Partly driving this string of events, which this month resulted in Dr. Lee's release from prison after he pleaded guilty to one of 59 felony charges against him, is today's high-speed culture in Washington. Jumping on issues for the purpose of public grandstanding or partisan advantage has become the modus operandi in the nation's capital, say many longtime political observers, sometimes to the detriment of sound public policy.
"There used to be more time to step back from things - a cooling-off period," says Stephen Hess, an analyst at the Brookings Institution here. "This is part of that phenomenon, which is relatively new, called the permanent campaign. They [the Washington elite] just never let go of all of the habits that are connected with campaigning, as opposed to governance."
As the Senate concluded its first round of hearings on the case yesterday, no one, it seems, escapes culpability for a case that imploded. With Lee free after time served, the fingerpointing is under way.
Among those who share the blame, say analysts, are:
The prosecution.
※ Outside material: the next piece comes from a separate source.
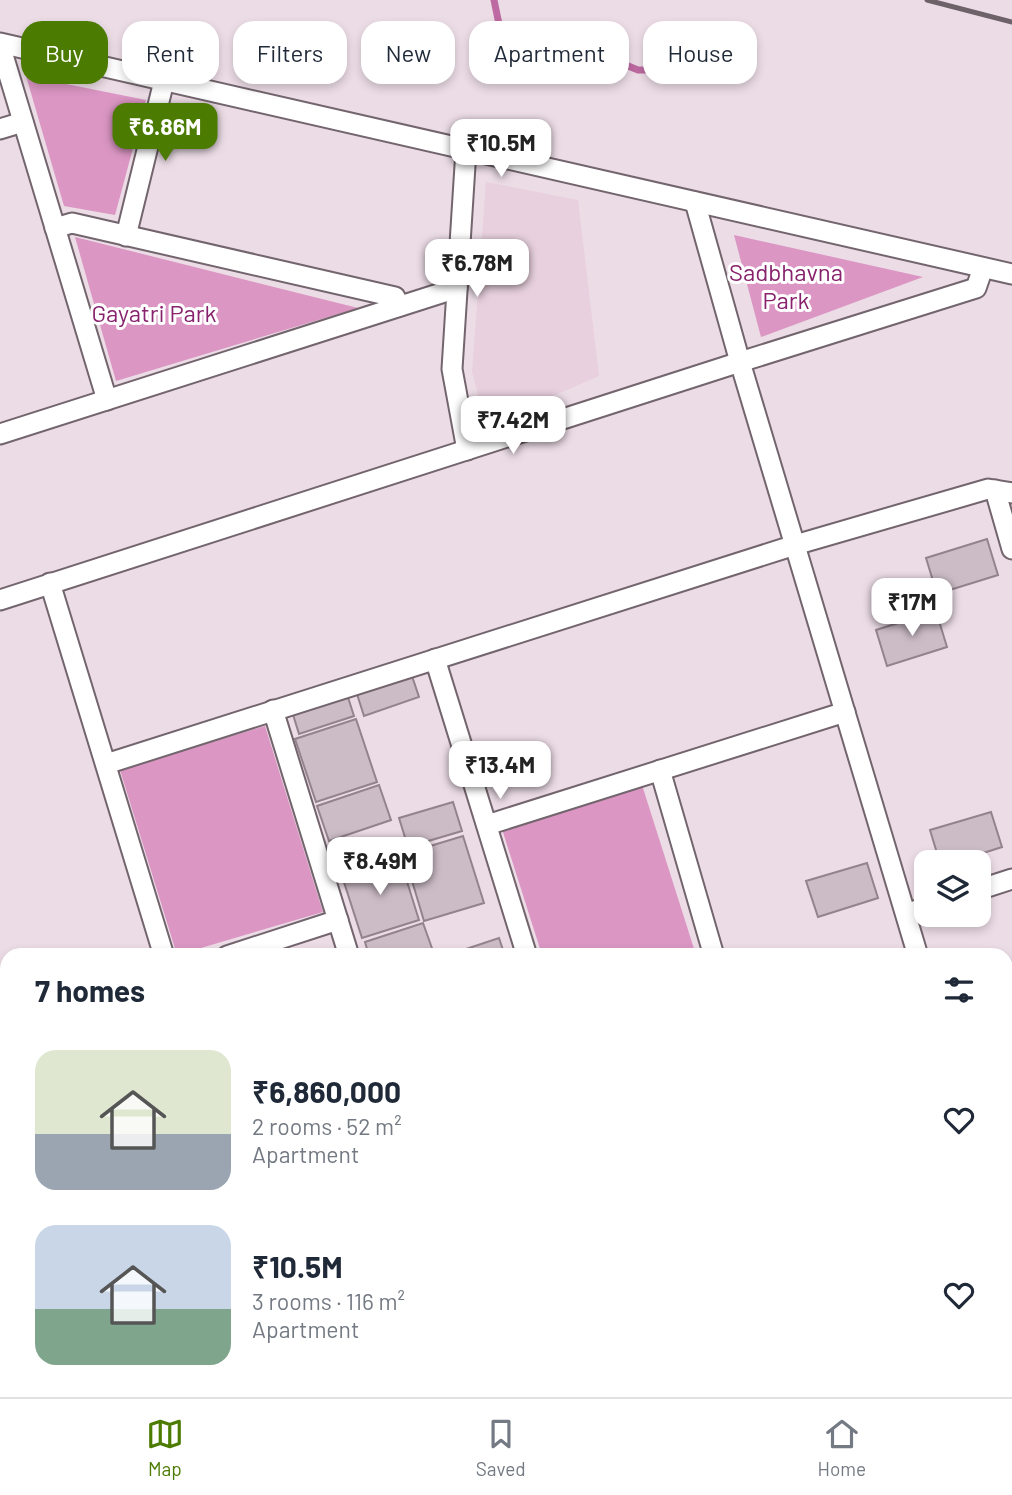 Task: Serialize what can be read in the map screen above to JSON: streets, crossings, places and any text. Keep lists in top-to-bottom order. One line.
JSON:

Perhaps the greatest mistake, says Mr. Aftergood, was that the prosecution, after claiming that the classified material Lee downloaded onto portable tapes represented the "crown jewels" of American nuclear science, declined to thoroughly pursue that charge in court. The government, in fact, was blindsided when Lee's lawyers presented testimony to the contrary.
Another mistake, observers say, was that prosecutors charged Lee with intent to aid a foreign power. According to this week's testimony from Attorney General Janet Reno and FBI Director Louis Freeh, there is no evidence that Lee passed secrets to a foreign government.
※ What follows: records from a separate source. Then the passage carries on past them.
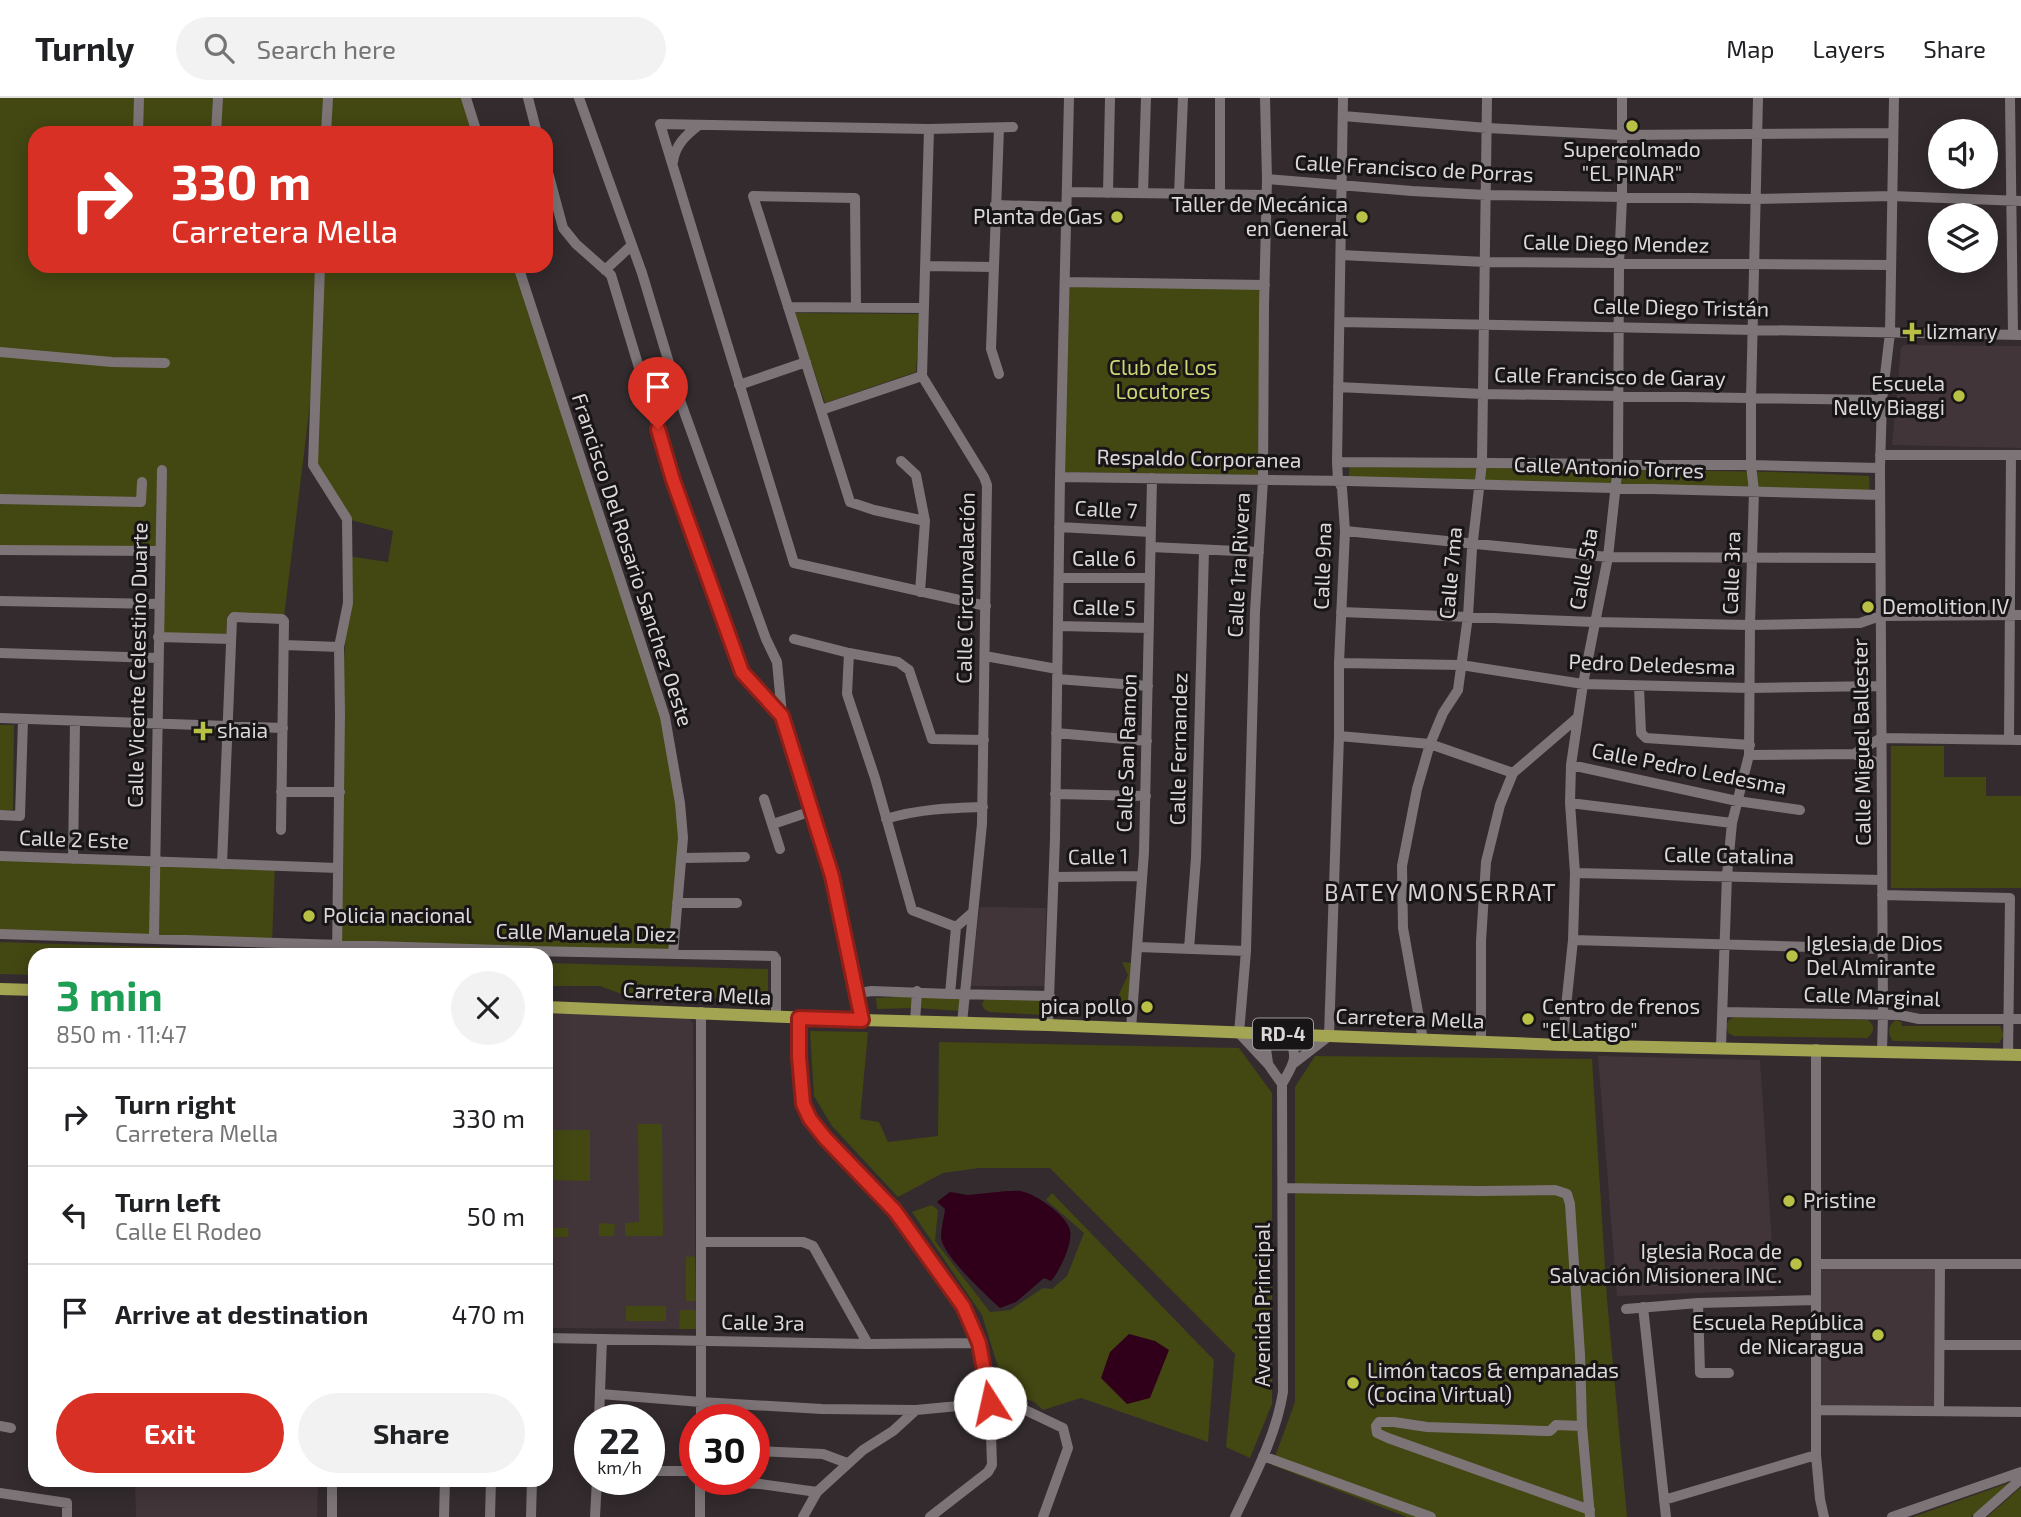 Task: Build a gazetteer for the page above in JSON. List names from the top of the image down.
{
  "streets": {
    "main road": ["Carretera Mella", "RD-4"],
    "street": [
      "Calle Francisco de Porras",
      "Calle Diego Mendez",
      "Calle Diego Tristán",
      "Calle Francisco de Garay",
      "Respaldo Corporanea",
      "Calle Antonio Torres",
      "Calle 7",
      "Calle 6",
      "Francisco Del Rosario Sanchez Oeste",
      "Calle 1ra Rivera",
      "Calle 9na",
      "Calle 5ta",
      "Calle 7ma",
      "Calle 3ra",
      "Calle Circunvalación",
      "Calle 5",
      "Calle Vicente Celestino Duarte",
      "Pedro Deledesma",
      "Calle Miguel Ballester",
      "Calle Fernandez",
      "Calle San Ramon",
      "Calle Pedro Ledesma",
      "Calle 2 Este",
      "Calle Catalina",
      "Calle 1",
      "Calle Manuela Diez",
      "Calle Marginal",
      "Avenida Principal"
    ]
  },
  "crossings": [
    ["Calle Francisco de Porras", "Calle 1ra Rivera"],
    ["Calle Francisco de Porras", "Calle 9na"],
    ["Calle Francisco de Porras", "Calle 5ta"],
    ["Calle Francisco de Porras", "Calle 7ma"],
    ["Calle Francisco de Porras", "Calle 3ra"],
    ["Calle Francisco de Porras", "Calle Miguel Ballester"],
    ["Calle Diego Mendez", "Calle 9na"],
    ["Calle Diego Mendez", "Calle 5ta"],
    ["Calle Diego Mendez", "Calle 7ma"],
    ["Calle Diego Mendez", "Calle 3ra"],
    ["Calle Diego Mendez", "Calle Miguel Ballester"],
    ["Calle Diego Tristán", "Calle 9na"],
    ["Calle Diego Tristán", "Calle 5ta"],
    ["Calle Diego Tristán", "Calle 7ma"],
    ["Calle Diego Tristán", "Calle 3ra"],
    ["Calle Diego Tristán", "Calle Miguel Ballester"],
    ["Calle Francisco de Garay", "Calle 9na"],
    ["Calle Francisco de Garay", "Calle 5ta"],
    ["Calle Francisco de Garay", "Calle 7ma"],
    ["Calle Francisco de Garay", "Calle 3ra"],
    ["Calle Francisco de Garay", "Calle Miguel Ballester"],
    ["Respaldo Corporanea", "Calle Antonio Torres"],
    ["Respaldo Corporanea", "Calle 1ra Rivera"],
    ["Respaldo Corporanea", "Calle 9na"],
    ["Respaldo Corporanea", "Calle San Ramon"],
    ["Calle Antonio Torres", "Calle 9na"],
    ["Calle Antonio Torres", "Calle 5ta"],
    ["Calle Antonio Torres", "Calle 7ma"],
    ["Calle Antonio Torres", "Calle 3ra"],
    ["Calle Antonio Torres", "Calle Miguel Ballester"],
    ["Calle 7", "Calle 1ra Rivera"],
    ["Calle 7", "Calle Fernandez"],
    ["Calle 7", "Calle San Ramon"],
    ["Calle 6", "Calle San Ramon"],
    ["Francisco Del Rosario Sanchez Oeste", "Calle Manuela Diez"],
    ["Calle 1ra Rivera", "Carretera Mella"],
    ["Calle 9na", "Pedro Deledesma"],
    ["Calle 9na", "Carretera Mella"],
    ["Calle 5ta", "Pedro Deledesma"],
    ["Calle 5ta", "Calle Pedro Ledesma"],
    ["Calle 5ta", "Calle Catalina"],
    ["Calle 5ta", "Carretera Mella"],
    ["Calle 7ma", "Pedro Deledesma"],
    ["Calle 7ma", "Carretera Mella"],
    ["Calle 3ra", "Pedro Deledesma"],
    ["Calle 3ra", "Calle Pedro Ledesma"],
    ["Calle 3ra", "Calle Catalina"],
    ["Calle 3ra", "Carretera Mella"],
    ["Calle 3ra", "Calle Marginal"],
    ["Calle Circunvalación", "Carretera Mella"],
    ["Calle 5", "Calle San Ramon"],
    ["Calle Vicente Celestino Duarte", "Calle 2 Este"],
    ["Pedro Deledesma", "Calle Miguel Ballester"],
    ["Calle Miguel Ballester", "Calle Catalina"],
    ["Calle Miguel Ballester", "Carretera Mella"],
    ["Calle Miguel Ballester", "Calle Marginal"],
    ["Calle San Ramon", "Calle 1"],
    ["Calle San Ramon", "Carretera Mella"],
    ["Calle 2 Este", "Calle Manuela Diez"],
    ["Calle Manuela Diez", "Carretera Mella"]
  ],
  "districts": ["BATEY MONSERRAT"],
  "parks": ["Club de Los Locutores"],
  "places": {
    "other": [
      "Supercolmado \"EL PINAR\"",
      "Planta de Gas",
      "Taller de Mecánica en General",
      "Escuela Nelly Biaggi",
      "Demolition IV",
      "Policia nacional",
      "Iglesia de Dios Del Almirante",
      "pica pollo",
      "Centro de frenos \"El Latigo\"",
      "Pristine",
      "Iglesia Roca de Salvación Misionera INC.",
      "Escuela República de Nicaragua",
      "Limón tacos & empanadas (Cocina Virtual)"
    ],
    "health": ["lizmary", "shaia"]
  },
  "page": {
    "header": "Turnly",
    "search": "Search here",
    "nav": ["Map", "Layers", "Share"],
    "turn": ["330 m", "Carretera Mella"],
    "heading": ["3 min", "850 m · 11:47"],
    "list": [
      {
        "name": "Turn right",
        "note": "Carretera Mella",
        "value": "330 m"
      },
      {
        "name": "Turn left",
        "note": "Calle El Rodeo",
        "value": "50 m"
      },
      {
        "name": "Arrive at destination",
        "value": "470 m"
      }
    ],
    "buttons": ["Exit", "Share"],
    "speed": "22 km/h",
    "limit": "30"
  }
}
Congress. Mr. Hess and others maintain that an overzealous Congress applied too much pressure on Ms. Reno and Energy Secretary Bill Richardson to get moving on Chinese espionage. In March 1999, when Mr. Richardson ordered that Lee be fired from his 20-year job at the Los Alamos National Laboratory in New Mexico, the FBI had no evidence that the scientist had passed secrets to China. Grounds for dismissal were minor infractions, though the week after Lee was fired, investigators discovered he had downloaded roughly 400,000 pages of classified nuclear documents.
Sen. Arlen Specter (R) of Pennsylvania vigorously disputes this view. The senator, who headed a task force looking into this case, says the fault lies with the Justice Department, "which does not treat espionage cases, or potential espionage cases, seriously enough." In an interview with the Monitor, he faulted Reno for initially turning down a request for government surveillance of Lee.
Local officials. According to a Washington Post report, lead prosecutor Robert Gorence (who was later removed because of a personal indiscretion) told friends his single greatest mistake was not insisting that Lee receive more humane treatment. Indeed, a firestorm of criticism has arisen over Lee's solitary confinement, the dim lightbulb constantly on in his cell, and the shackles he wore outside his cell.
The treatment has contributed to claims of racial profiling, which Reno and Freeh this week strenuously denied. Freeh also said officials went out of their way to accommodate Lee, including providing
special food, a Mandarin-speaking FBI agent, exercise, and building a secure facility in the courthouse where he could consult with his lawyers.
The federal judge. Akhil Amar, a constitutional scholar at Yale Law School, wonders why the judge agreed to solitary confinement for Lee without more deeply probing the government's claim that he posed a severe national security risk. "He was obliged to tell prosecutors, 'Show me the money,' and should not have taken their word for it," says Mr. Amar.
Ideally, this will lead to self-examination by the various players, because their credibility is at stake, says Aftergood. But as he points out, Lee is also responsible because, "when all is said and done, he did commit a felony."
Indeed, that's the point Freeh and Reno made this week as they explained that the purpose of the plea bargain is to get Lee to disclose what he's done with missing tapes. Investigators have found that, not only did Lee download the information onto tapes - and make copies of those tapes - but he took elaborate steps to remove classification markings, cover his tracks, and regain entry once his clearance had been removed.
"Dr. Lee is no hero," said Reno. "He is no absent-minded professor. He is a felon."